29 
May

ICC Cricket World Cup 2019

ICC Cricket World Cup 2019

It’s been a long time coming but it’s finally here. Yes, Theresa May is resigning. But before that, there’s the little matter of the Cricket World Cup 2019. This starts this week which, at least to sporting fans, is infinitely more interesting.

The UK will host this elite event through many venues across the country and excitement is already building.

The event has a long and varied history, having begun with three nations, England, Australia and South Africa in 1912, with England as the host. Sadly the tournament was not a success. For one, the weather was abysmal – the August of 1912 was recorded as the “coldest, dullest and wettest August of the 20th century”. Some might say typical English cricket weather.

A Very Brief History

The first of what is now accepted as the official Cricket World Cup was held in England in 1975 who hosted the four-yearly event for the next three tournaments. India and Pakistan were the hosts for 1987.

2019 will be the fifth time that England has hosted the tournament and as hosts, automatically qualify. The next seven spots belong to the top seven ODI ranking teams in the ICC, and for the last two spots, the ICC conducted a qualifying tournament for the remaining test playing nations in the world. West Indies and Afghanistan occupy those spots.

10 teams will face each other in a total of 45 games before the final stage of the tournament. The top four teams from the group stage will qualify for the semi-final as there are no quarter-finals for the 2019 Cricket World Cup. The two successful teams will then compete in the final on 14 July.

Venues and Stadiums

Venues are London, Birmingham, Southampton, Trent Bridge, Chester-Le-Street, Leeds, Nottingham, Cardiff, and Taunton. The stadiums are Lord’s, The Oval, Trent Bridge, Edgbaston Cricket Ground, Rose Bowl, Old Trafford, River Side Ground, County Cricket Ground, Headingley, and Sophia Gardens.

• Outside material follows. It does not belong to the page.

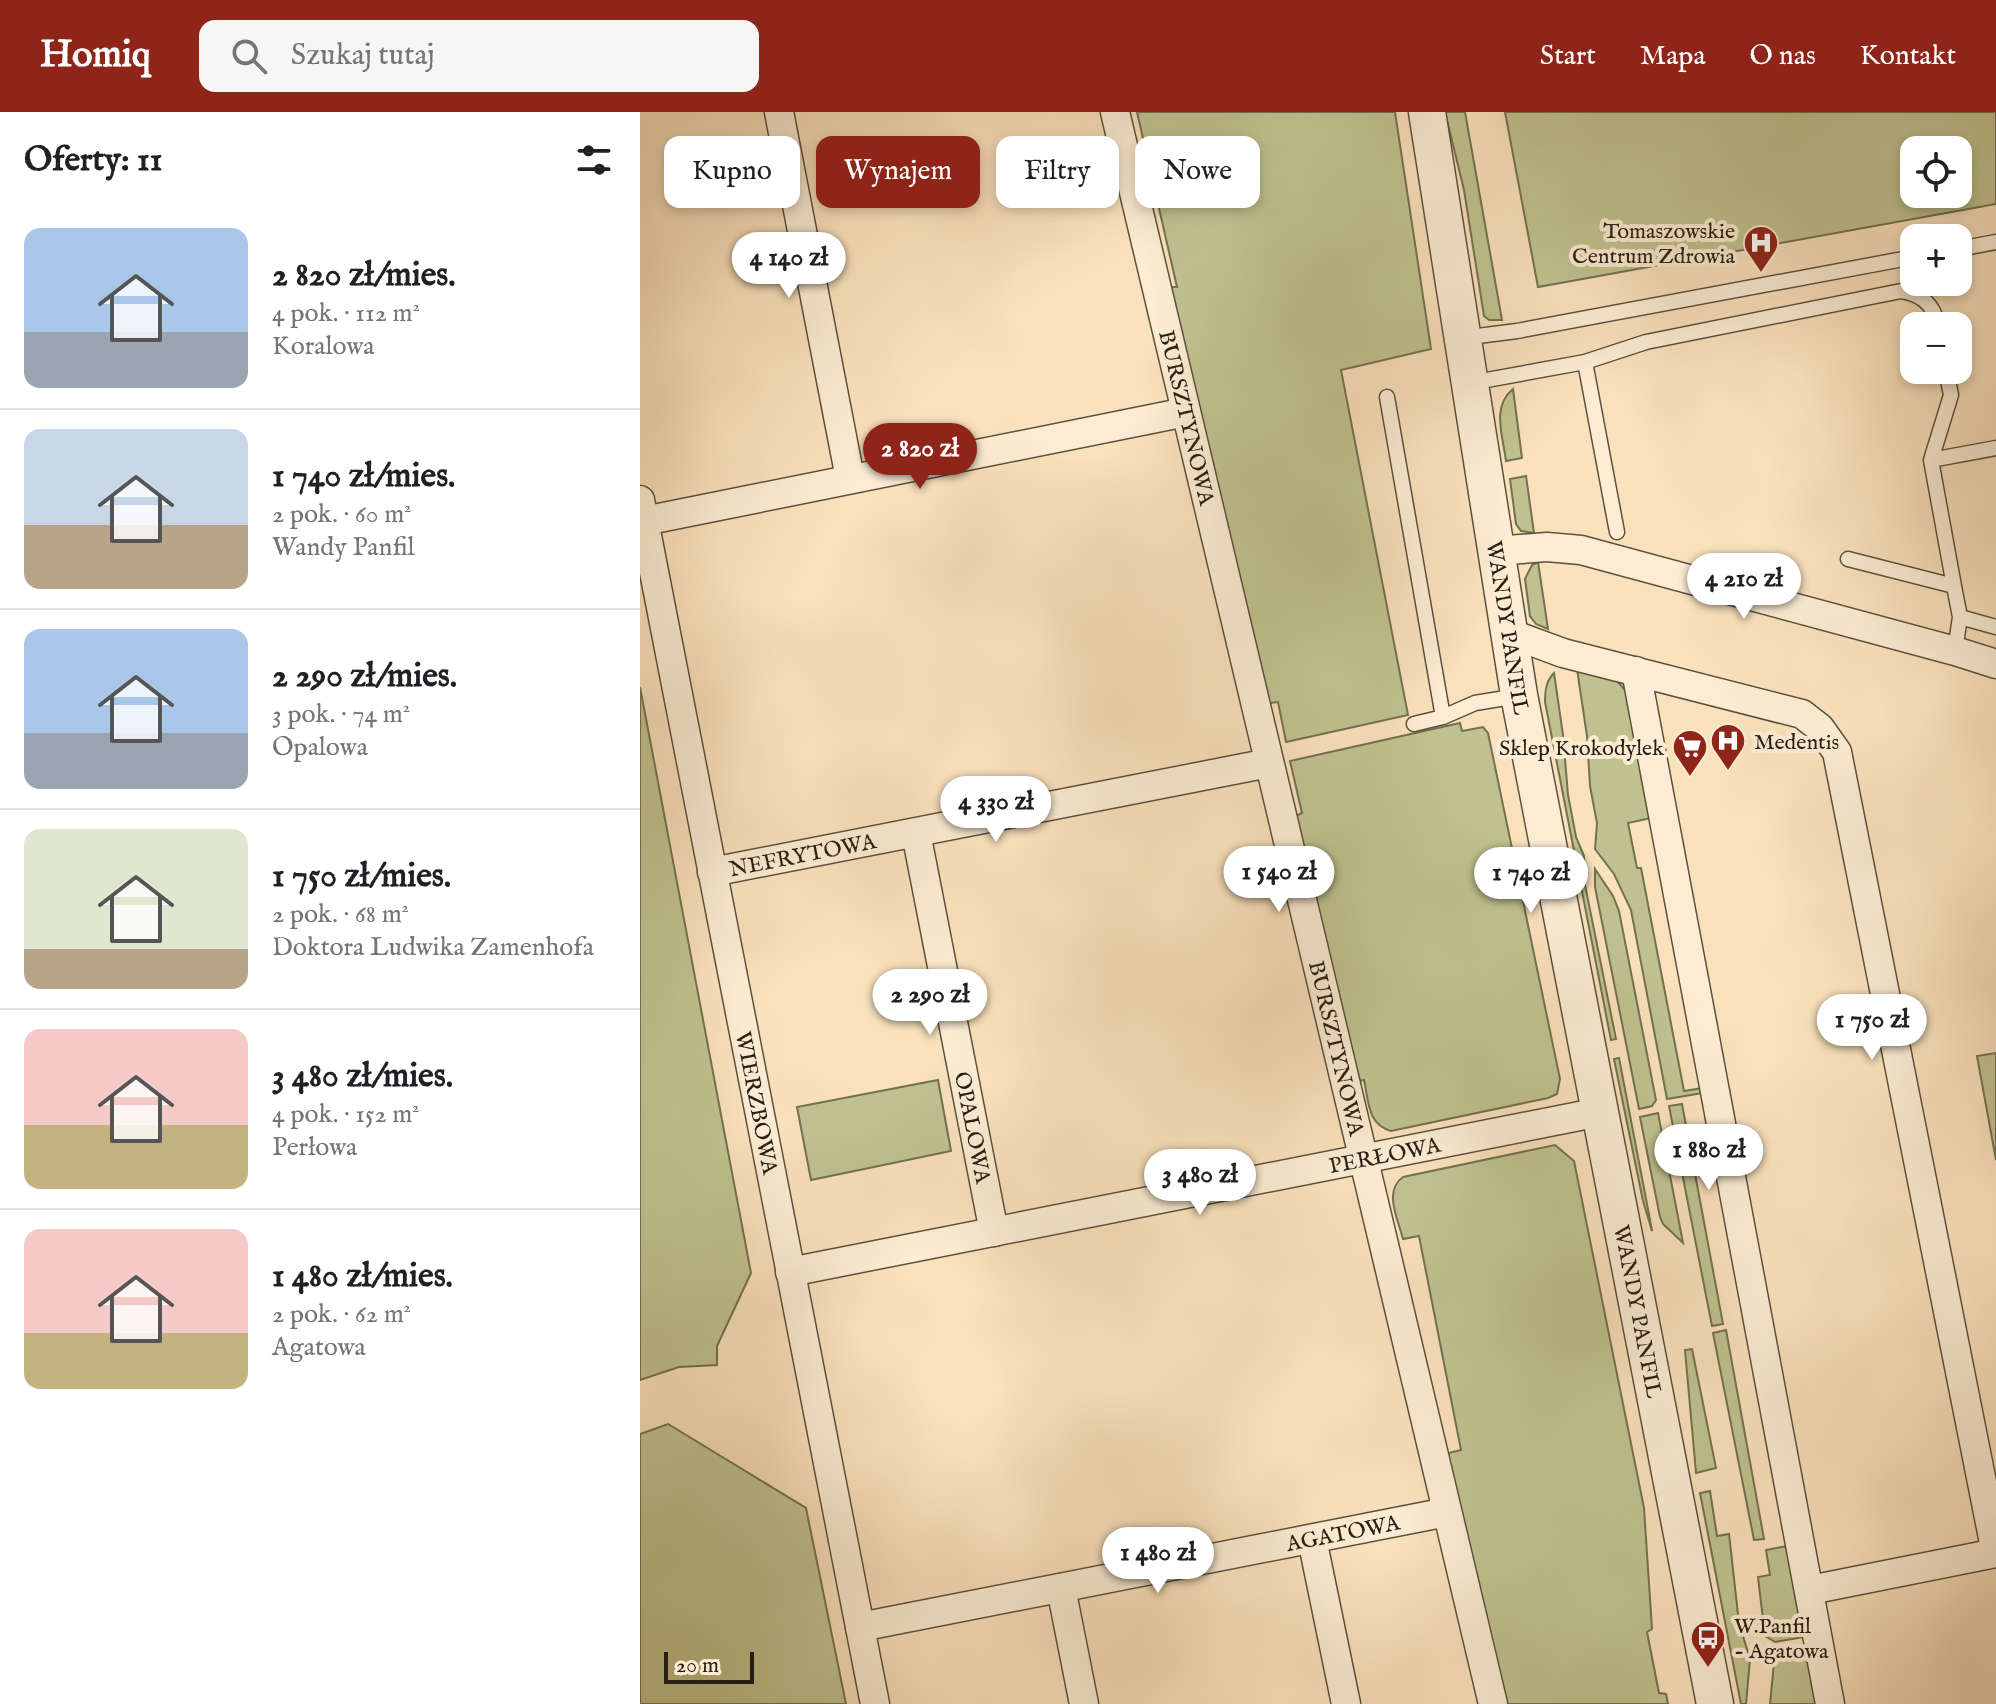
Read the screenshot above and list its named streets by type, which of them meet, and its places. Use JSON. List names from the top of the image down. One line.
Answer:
{"streets":{"street":["BURSZTYNOWA","WANDY PANFIL","NEFRYTOWA","WIERZBOWA","OPALOWA","PERŁOWA","AGATOWA"]},"crossings":[["BURSZTYNOWA","NEFRYTOWA"],["BURSZTYNOWA","PERŁOWA"],["BURSZTYNOWA","AGATOWA"],["WANDY PANFIL","PERŁOWA"],["NEFRYTOWA","WIERZBOWA"],["NEFRYTOWA","OPALOWA"],["WIERZBOWA","PERŁOWA"],["WIERZBOWA","AGATOWA"],["OPALOWA","PERŁOWA"]],"places":{"hospital":["Tomaszowskie Centrum Zdrowia","Medentis"],"supermarket":["Sklep Krokodylek"],"bus stop":["W.Panfil - Agatowa"]},"scale_bar":"20 m","page":{"header":"Homiq","search":"Szukaj tutaj","nav":["Start","Mapa","O nas","Kontakt"],"heading":"Oferty: 11","map_buttons":["+","−"],"chip":["Kupno","Wynajem","Filtry","Nowe"],"list":[{"name":"2 820 zł/mies.","note":"4 pok. · 112 m² · Koralowa"},{"name":"1 740 zł/mies.","note":"2 pok. · 60 m² · Wandy Panfil"},{"name":"2 290 zł/mies.","note":"3 pok. · 74 m² · Opalowa"},{"name":"1 750 zł/mies.","note":"2 pok. · 68 m² · Doktora Ludwika Zamenhofa"},{"name":"3 480 zł/mies.","note":"4 pok. · 152 m² · Perłowa"},{"name":"1 480 zł/mies.","note":"2 pok. · 62 m² · Agatowa"}],"price":["4 140 zł","2 820 zł","4 210 zł","4 330 zł","1 540 zł","1 740 zł","2 290 zł","1 750 zł","1 880 zł","3 480 zł","1 480 zł"],"scale":"20 m"}}
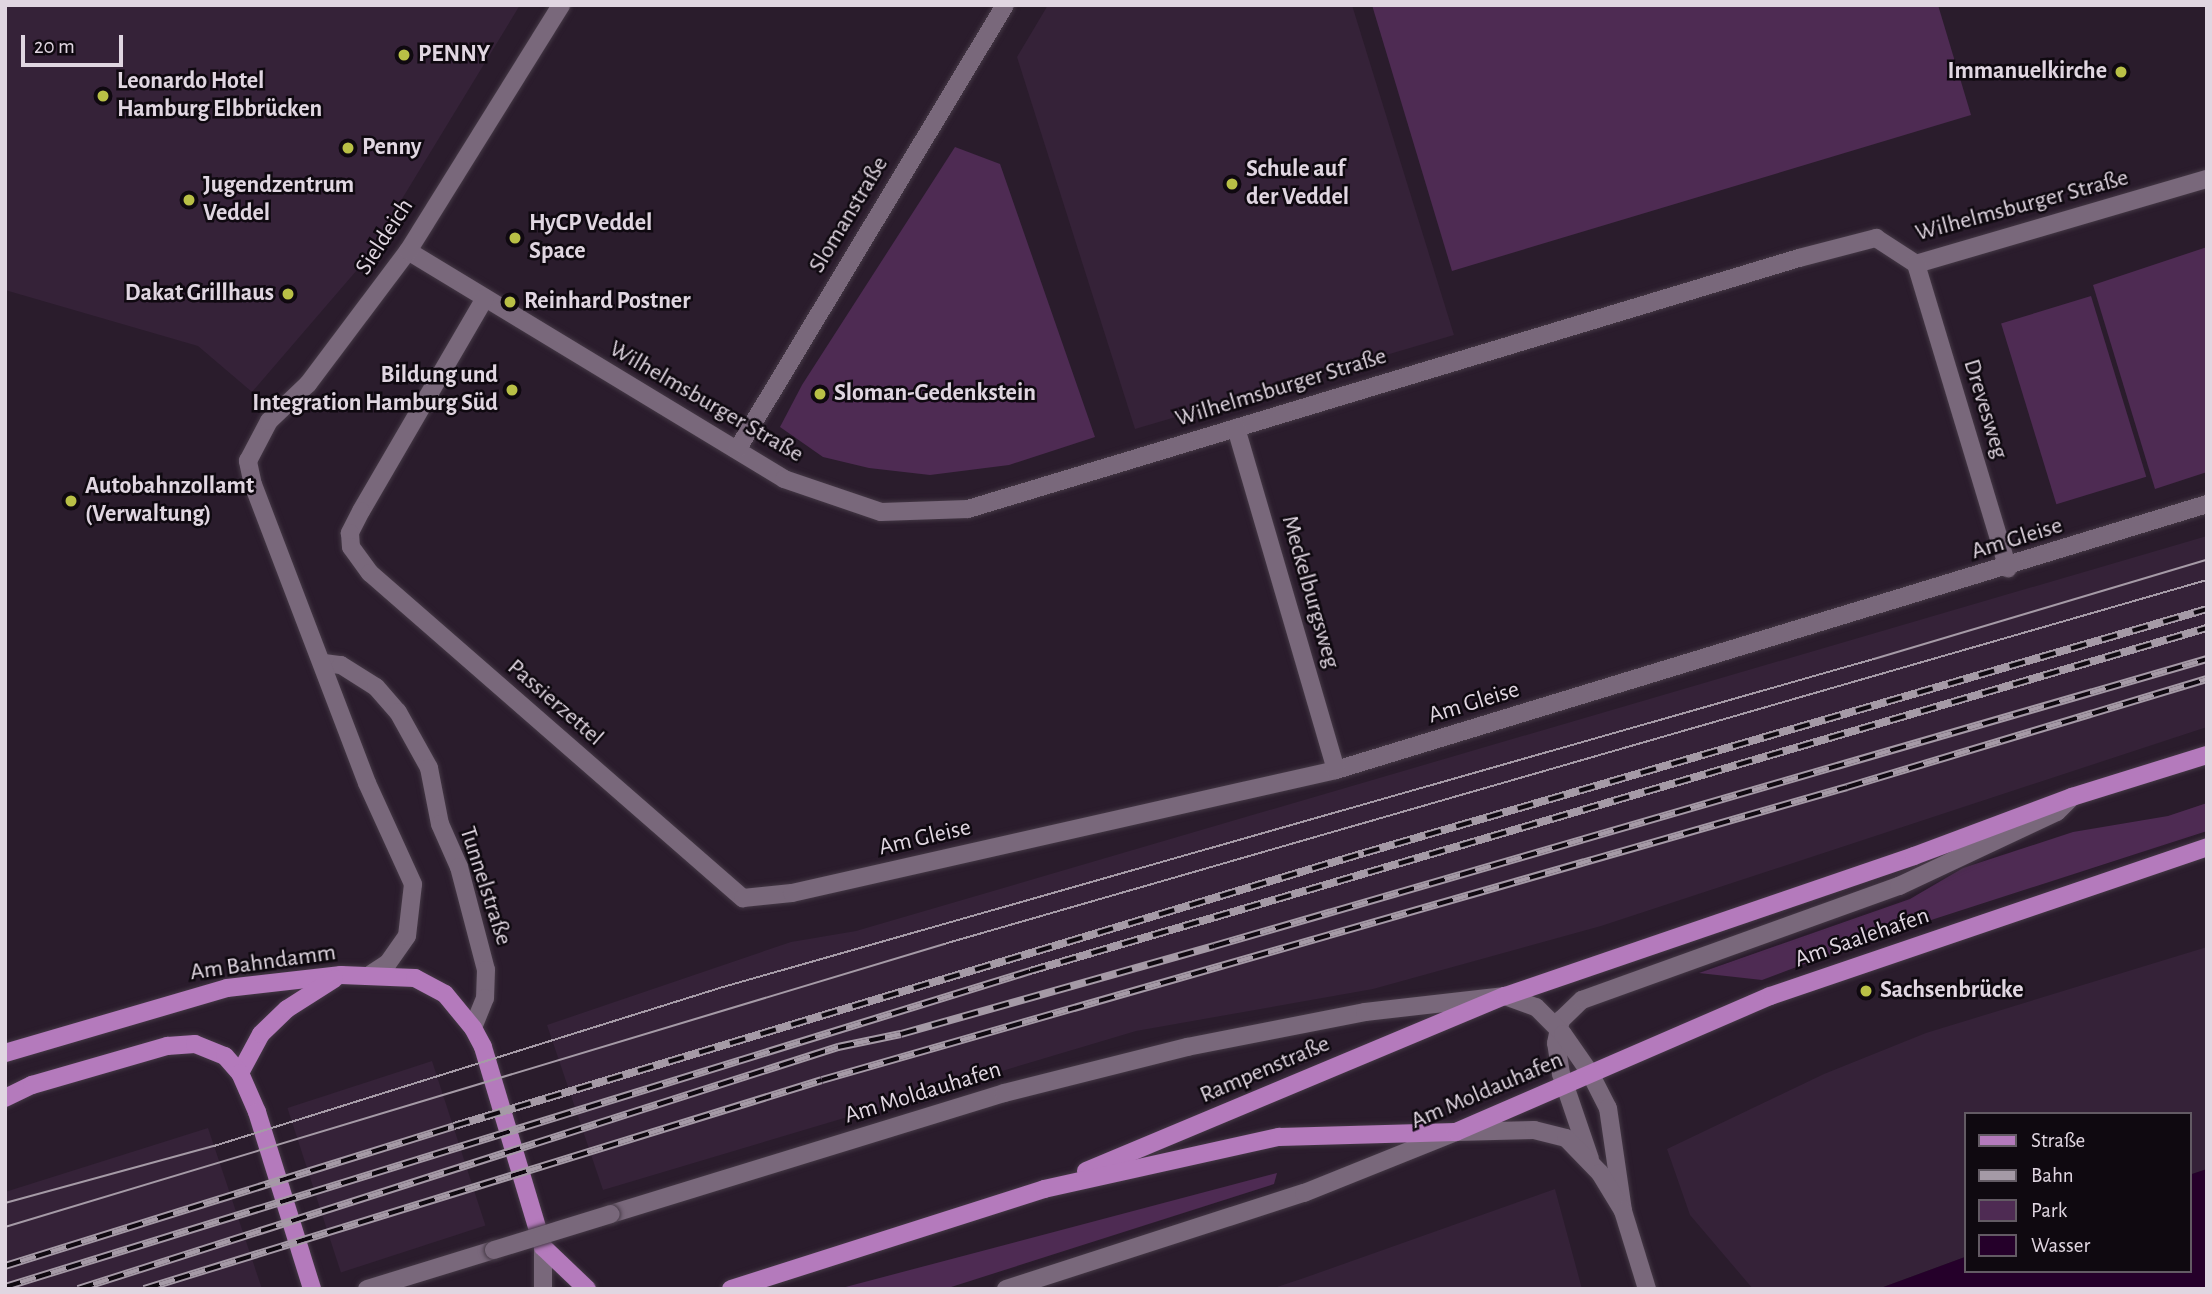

So with some local and others televised there’s plenty of opportunity for themed catering events.

The schedule is as follows and makes June a veritable month of cricket.

  • May 30 England v South Africa
  • 31 West Indies v Pakistan
  • June 1 NZ v Sri Lanka; Afghanistan v Australia
  • 2 South Africa v Bangladesh
  • 3 England v Pakistan
  • 4 Afghanistan v Sri Lanka
  • 5 South Africa v India; Bangladesh v NZ
  • 6 Australia v West Indies
  • 7 Pakistan v Sri Lanka
  • 8 England v Bangladesh; Afghanistan v NZ
  • 9 India v Australia
  • 10 South Africa v West Indies
  • 11 Bangladesh v Sri Lanka
  • 12 Australia v Pakistan
  • 13 India v NZ
  • 14 England v West Indies
  • 15 Sri Lanka v Australia; South Africa v Afghanistan
  • 16 India v Pakistan
  • 17 West Indies v Bangladesh
  • 18 England v Afghanistan
  • 19 NZ v South Africa
  • 20 Australia v Bangladesh
  • 21 England v Sri Lanka
  • 22 India v Afghanistan; West Indies v NZ
  • 23 Pakistan v South Africa
  • 24 Bangladesh v Afghanistan
  • 25 England v Australia
  • 26 NZ v Pakistan
  • 27 West Indies v India
  • 28 Sri Lanka v South Africa
  • 29 Pakistan v Afghanistan; NZ v Australia
  • 30 England v India
  • July 1 Sri Lanka v West Indies
  • 2 Bangladesh v India
  • 3 England v NZ
  • 4 Afghanistan v West Indies
  • 5 Pakistan v Bangladesh
  • 6 Sri Lanka v India
  • 6 Australia v South Africa
  • 9 First sf: 1st v 4th, Old Trafford
  • 11 Second sf: 2nd v 3rd, Edgbaston
  • 14 Final, Lord’s

Cricket World Cup Fun Facts

When the game slows or it begins to rain a few fun facts to throw into the conversation:

  • Australia became the first country to win three consecutive World Cup tournament in 2007.
  • Until now Australia has won five times, India and West Indies twice, and Pakistan and Sri Lanka once.
  • Sachin Tendulkar scored a total of 2278 runs from 1992 to 2011 which is the most by any batsman.
  • Chris Gayle and Marlon Samuels have the record of highest partnership (372 runs against Zimbabwe).
  • The most runs in a single tournament and most hundreds in World Cup history belong to Sachin Tendulkar.
  • Glenn McGrath has taken most wickets in the World Cup tournament (71).
  • Ricky Ponting holds the record for the most catches.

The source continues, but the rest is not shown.